**YOUR ASSIGNMENT:**
Please copy, exactly as written, the span from the first line below to the line that contains "position:absolute; left:654px; top:1238px;", including both, and skip the pictures.

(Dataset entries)
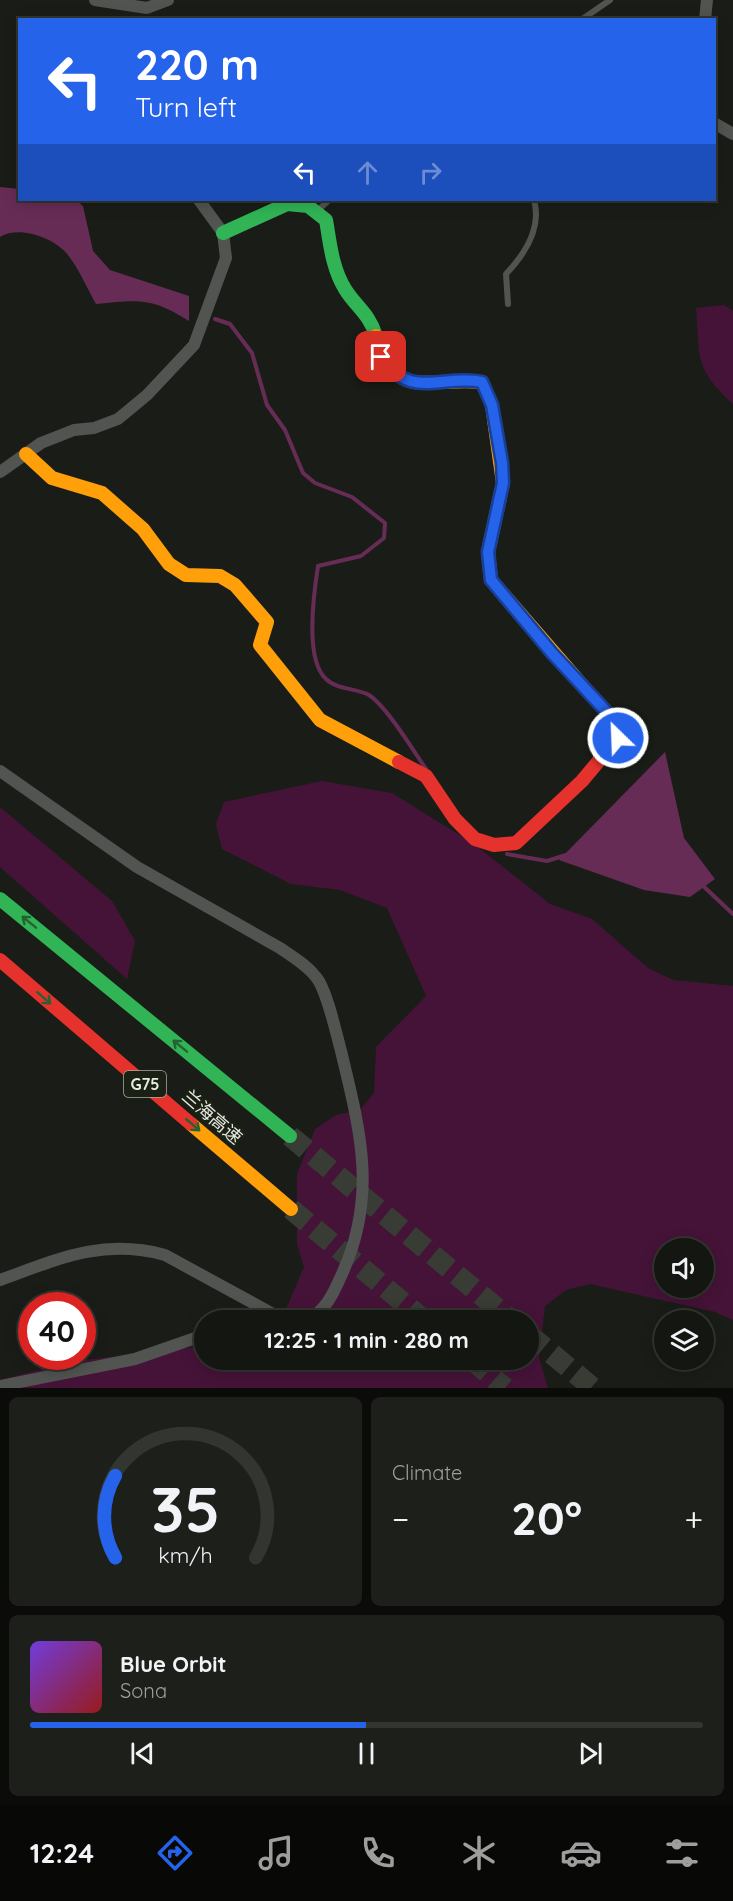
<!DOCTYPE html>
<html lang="en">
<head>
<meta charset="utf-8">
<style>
	body { margin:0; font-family:Quicksand,"Noto Sans SC",sans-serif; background:#1d1f1a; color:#f1f3f6; height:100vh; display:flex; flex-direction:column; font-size:22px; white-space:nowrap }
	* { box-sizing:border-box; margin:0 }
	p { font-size:20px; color:#9d9f9f }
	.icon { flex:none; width:33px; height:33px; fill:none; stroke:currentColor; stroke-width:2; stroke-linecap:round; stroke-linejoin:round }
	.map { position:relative; height:1388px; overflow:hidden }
	.sheet { display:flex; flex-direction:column; gap:9px; padding:9px; background:#0b0c09; flex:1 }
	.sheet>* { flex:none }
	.hud { position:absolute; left:18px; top:18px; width:698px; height:183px; border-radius:0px; box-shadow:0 3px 15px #0003,0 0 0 2px #333531; background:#2563eb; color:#fff; overflow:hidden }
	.fabs { position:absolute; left:654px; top:1238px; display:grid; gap:12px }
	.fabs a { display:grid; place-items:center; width:60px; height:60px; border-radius:50%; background:#141611; box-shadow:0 3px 15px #0003,0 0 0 2px #333531; font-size:30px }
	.speed { position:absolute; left:18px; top:1292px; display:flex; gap:12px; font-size:30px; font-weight:700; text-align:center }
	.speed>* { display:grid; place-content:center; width:78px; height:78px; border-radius:50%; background:#141611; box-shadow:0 3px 15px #0003,0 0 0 2px #333531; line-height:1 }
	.speed .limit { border:9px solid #d22; background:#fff; color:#111 }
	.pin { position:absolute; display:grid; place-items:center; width:51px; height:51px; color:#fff; margin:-26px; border-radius:12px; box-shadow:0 3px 9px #0006 }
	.me { position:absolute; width:66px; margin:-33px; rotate:336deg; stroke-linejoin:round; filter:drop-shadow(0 0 4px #0008) }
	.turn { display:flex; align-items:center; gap:21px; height:126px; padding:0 18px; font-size:27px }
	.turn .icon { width:78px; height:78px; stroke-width:2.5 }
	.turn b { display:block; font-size:42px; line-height:51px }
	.lanes { display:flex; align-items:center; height:57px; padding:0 18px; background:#0003; justify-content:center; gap:30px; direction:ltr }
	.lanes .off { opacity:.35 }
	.big { font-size:45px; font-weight:700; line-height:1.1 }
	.sheet .card { flex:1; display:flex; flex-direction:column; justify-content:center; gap:9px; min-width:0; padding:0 21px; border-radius:9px; background:#1d1f1a }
	.sheet .dial { align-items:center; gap:0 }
	.dial svg { height:156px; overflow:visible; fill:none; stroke:#333531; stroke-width:7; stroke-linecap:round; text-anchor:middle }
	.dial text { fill:#f1f3f6; stroke:none }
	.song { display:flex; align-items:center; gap:18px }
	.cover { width:72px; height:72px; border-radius:9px; background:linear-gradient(135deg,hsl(260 70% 55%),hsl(0 70% 35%)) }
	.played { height:6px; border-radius:3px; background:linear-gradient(90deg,#2563eb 50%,#333531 50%) }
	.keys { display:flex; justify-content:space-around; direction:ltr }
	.heat { display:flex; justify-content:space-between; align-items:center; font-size:33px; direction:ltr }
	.sheet .tiles { flex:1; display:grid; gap:9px; grid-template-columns:1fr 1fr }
	.card:last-child { grid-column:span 2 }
	.trip { position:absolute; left:194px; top:1310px; width:345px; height:60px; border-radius:30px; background:#141611; box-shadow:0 3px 15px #0003,0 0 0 2px #333531; font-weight:700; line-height:60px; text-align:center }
	.dock { display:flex; height:96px; justify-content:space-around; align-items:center; background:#080907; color:#9d9f9f }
	.dock .icon { width:42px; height:42px }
	.dock .active { color:#2563eb }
	.dock b { font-size:27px; color:#f1f3f6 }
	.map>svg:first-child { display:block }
</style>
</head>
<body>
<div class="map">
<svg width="733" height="1388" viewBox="0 0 733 1388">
	<rect width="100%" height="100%" fill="#1a1d17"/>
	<path fill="#451338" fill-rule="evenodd" d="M724 305 733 311V404C694 368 700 358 696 308Z
		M322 781 392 793 474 844 550 904 592 919 648 968 673 980 733 986V1320L715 1312 590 1284 566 1290 545 1306 539 1357 548 1388H0V1380L75 1361 204 1346V1359H528V1320H275L285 1311 304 1267 297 1244V1174L315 1129 336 1115 360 1110 374 1093 376 1047 426 996 387 908 340 890 291 884 222 849 216 824 224 802ZM664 1248H704V1287H664Z
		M0 807 112 901 135 941 127 979 0 867Z"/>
	<path fill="#672c56" d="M0 187 19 189 20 200H76L83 206 93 251 110 270 189 296V321C151 297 139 300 96 304 87 288 79 269 68 255 55 238 19 225 0 237Z
		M665 752 684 838 715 879 690 897 644 890 559 860Z"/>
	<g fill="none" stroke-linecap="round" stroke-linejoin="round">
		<path stroke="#672c56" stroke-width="4" d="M215 319 230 324 252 353 267 405 285 430 303 473 315 483 352 497 385 523 384 538 361 556 318 566C314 592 304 659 326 679 337 690 357 688 369 695 387 707 413 750 426 769
			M507 854 547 861 566 855
			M701 884 733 914"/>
		<path stroke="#393c35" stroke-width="21" stroke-dasharray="21 10" stroke-linecap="butt" d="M290 1136 511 1320
			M291 1209 424 1320
			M528 1334 593 1388
			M471 1359 505 1388"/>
		<path stroke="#525451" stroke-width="6" d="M581 20 610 0
			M316 212 329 200
			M508 304 506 274C524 255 542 228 534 200"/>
		<path stroke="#525451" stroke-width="12" d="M95 0 147 8 168 0
			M705 20 707 0
			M714 123 733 134
			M0 472 41 443 74 430 94 428 118 419 147 395 194 345 226 258 223 233 199 200
			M0 771 137 867 280 948C293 957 307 965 316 977 327 990 336 1033 341 1051 360 1130 378 1195 342 1274 334 1292 326 1311 307 1320
			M0 1280C58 1259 102 1238 165 1255L284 1320
			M0 1386 135 1359 204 1335"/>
		<path stroke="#30b455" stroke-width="14" d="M223 233 287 204 308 206 326 220C330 243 332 268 345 289 356 307 369 313 376 336
			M0 899 290 1136"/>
		<path stroke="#ff9f0a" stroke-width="14" d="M376 336C396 404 429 376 482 382L492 405 503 483 488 552 491 580 582 685
			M26 454 52 478 102 493 143 529 169 564 186 575 220 576 235 585 267 622 260 645 320 720 399 762
			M191 1124 291 1209"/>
		<path stroke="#e5322d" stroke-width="14" d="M399 762 426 776 455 819 475 839 494 845 516 843 582 781 618 738 616 722 582 685
			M0 960 191 1124"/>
	</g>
	<defs><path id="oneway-shaft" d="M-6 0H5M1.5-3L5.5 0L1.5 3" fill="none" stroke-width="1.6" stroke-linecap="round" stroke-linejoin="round" transform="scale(1.5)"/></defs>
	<g stroke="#246331">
		<use href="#oneway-shaft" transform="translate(29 922) rotate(-141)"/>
		<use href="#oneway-shaft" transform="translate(44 998) rotate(41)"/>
		<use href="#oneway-shaft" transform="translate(180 1046) rotate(-141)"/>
		<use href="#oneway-shaft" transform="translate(193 1125) rotate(41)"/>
	</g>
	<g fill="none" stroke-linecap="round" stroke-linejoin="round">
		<defs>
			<path id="route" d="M381 357C411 401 441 374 482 382L492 405 502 463 503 483 488 552 491 580 552 653 616 722 618 738"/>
		</defs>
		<use href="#route" stroke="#184099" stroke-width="15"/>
		<use href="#route" stroke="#2563eb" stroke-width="10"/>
	</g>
	<g text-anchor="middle" stroke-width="6" stroke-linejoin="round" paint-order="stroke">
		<rect fill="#1b2014" stroke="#aaada4" stroke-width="1.5" x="124" y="1071" width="42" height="26" rx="4.5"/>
		<g font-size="16" font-weight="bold" fill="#e7eae2">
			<text x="145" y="1090">G75</text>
		</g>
		<g font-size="18" fill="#e7eae2" stroke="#1b2014">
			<text transform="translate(212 1117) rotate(41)" y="6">兰海高速</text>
		</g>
	</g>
</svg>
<div class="fabs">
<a><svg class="icon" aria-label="sound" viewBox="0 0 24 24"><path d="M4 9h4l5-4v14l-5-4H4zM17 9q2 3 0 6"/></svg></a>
<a><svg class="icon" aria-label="layers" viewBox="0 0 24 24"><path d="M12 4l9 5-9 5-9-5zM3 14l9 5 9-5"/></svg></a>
</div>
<div class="speed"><div class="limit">40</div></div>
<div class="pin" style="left:381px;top:357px;background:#d93025"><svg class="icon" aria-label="arrive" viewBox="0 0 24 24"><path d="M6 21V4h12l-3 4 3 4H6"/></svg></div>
<svg class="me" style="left:618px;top:738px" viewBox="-20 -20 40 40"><circle r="17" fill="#2563eb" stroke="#fff" stroke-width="3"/><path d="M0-11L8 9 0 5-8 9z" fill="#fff"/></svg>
<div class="trip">12:25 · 1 min · 280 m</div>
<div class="hud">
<div class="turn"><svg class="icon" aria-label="left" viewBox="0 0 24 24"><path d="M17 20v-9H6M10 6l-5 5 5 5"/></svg><div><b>220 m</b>Turn left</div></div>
<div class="lanes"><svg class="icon" aria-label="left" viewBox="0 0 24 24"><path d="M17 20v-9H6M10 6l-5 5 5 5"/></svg><svg class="icon off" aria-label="ahead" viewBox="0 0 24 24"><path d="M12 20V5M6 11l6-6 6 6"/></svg><svg class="icon off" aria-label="right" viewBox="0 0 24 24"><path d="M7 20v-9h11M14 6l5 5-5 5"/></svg></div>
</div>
</div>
<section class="sheet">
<div class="tiles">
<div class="card dial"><svg viewBox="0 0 100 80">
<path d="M14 69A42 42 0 1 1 86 69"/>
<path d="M14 69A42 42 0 0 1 14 27" stroke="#2563eb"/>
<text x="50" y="56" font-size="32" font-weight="700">35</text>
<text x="50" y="72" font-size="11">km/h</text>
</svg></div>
<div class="card"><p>Climate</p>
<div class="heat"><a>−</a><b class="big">20°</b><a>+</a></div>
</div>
<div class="card">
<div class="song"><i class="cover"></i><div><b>Blue Orbit</b><p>Sona</p></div></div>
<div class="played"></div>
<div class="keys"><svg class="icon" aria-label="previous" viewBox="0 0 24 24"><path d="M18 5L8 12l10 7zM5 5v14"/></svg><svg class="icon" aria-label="pause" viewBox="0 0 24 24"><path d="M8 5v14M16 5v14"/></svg><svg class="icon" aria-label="next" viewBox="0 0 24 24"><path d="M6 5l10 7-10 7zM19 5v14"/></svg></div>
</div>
</div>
</section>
<nav class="dock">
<b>12:24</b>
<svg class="icon active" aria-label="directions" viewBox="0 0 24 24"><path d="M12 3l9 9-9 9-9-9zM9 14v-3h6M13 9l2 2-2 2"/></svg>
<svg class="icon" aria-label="music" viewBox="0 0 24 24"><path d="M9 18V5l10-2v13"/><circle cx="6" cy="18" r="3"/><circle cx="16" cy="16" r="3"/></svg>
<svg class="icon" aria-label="phone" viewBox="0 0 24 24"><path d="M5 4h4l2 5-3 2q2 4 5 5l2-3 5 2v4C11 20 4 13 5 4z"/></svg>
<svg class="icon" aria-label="climate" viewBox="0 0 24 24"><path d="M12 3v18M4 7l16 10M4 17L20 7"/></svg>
<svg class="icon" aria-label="car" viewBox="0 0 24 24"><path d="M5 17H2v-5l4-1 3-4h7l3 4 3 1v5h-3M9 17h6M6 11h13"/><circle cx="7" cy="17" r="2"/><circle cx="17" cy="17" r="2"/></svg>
<svg class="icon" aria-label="filters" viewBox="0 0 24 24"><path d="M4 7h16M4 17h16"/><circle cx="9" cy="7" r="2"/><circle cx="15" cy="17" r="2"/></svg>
</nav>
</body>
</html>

**SOLUTION BELOW:**
<!DOCTYPE html>
<html lang="en">
<head>
<meta charset="utf-8">
<style>
	body { margin:0; font-family:Quicksand,"Noto Sans SC",sans-serif; background:#1d1f1a; color:#f1f3f6; height:100vh; display:flex; flex-direction:column; font-size:22px; white-space:nowrap }
	* { box-sizing:border-box; margin:0 }
	p { font-size:20px; color:#9d9f9f }
	.icon { flex:none; width:33px; height:33px; fill:none; stroke:currentColor; stroke-width:2; stroke-linecap:round; stroke-linejoin:round }
	.map { position:relative; height:1388px; overflow:hidden }
	.sheet { display:flex; flex-direction:column; gap:9px; padding:9px; background:#0b0c09; flex:1 }
	.sheet>* { flex:none }
	.hud { position:absolute; left:18px; top:18px; width:698px; height:183px; border-radius:0px; box-shadow:0 3px 15px #0003,0 0 0 2px #333531; background:#2563eb; color:#fff; overflow:hidden }
	.fabs { position:absolute; left:654px; top:1238px; display:grid; gap:12px }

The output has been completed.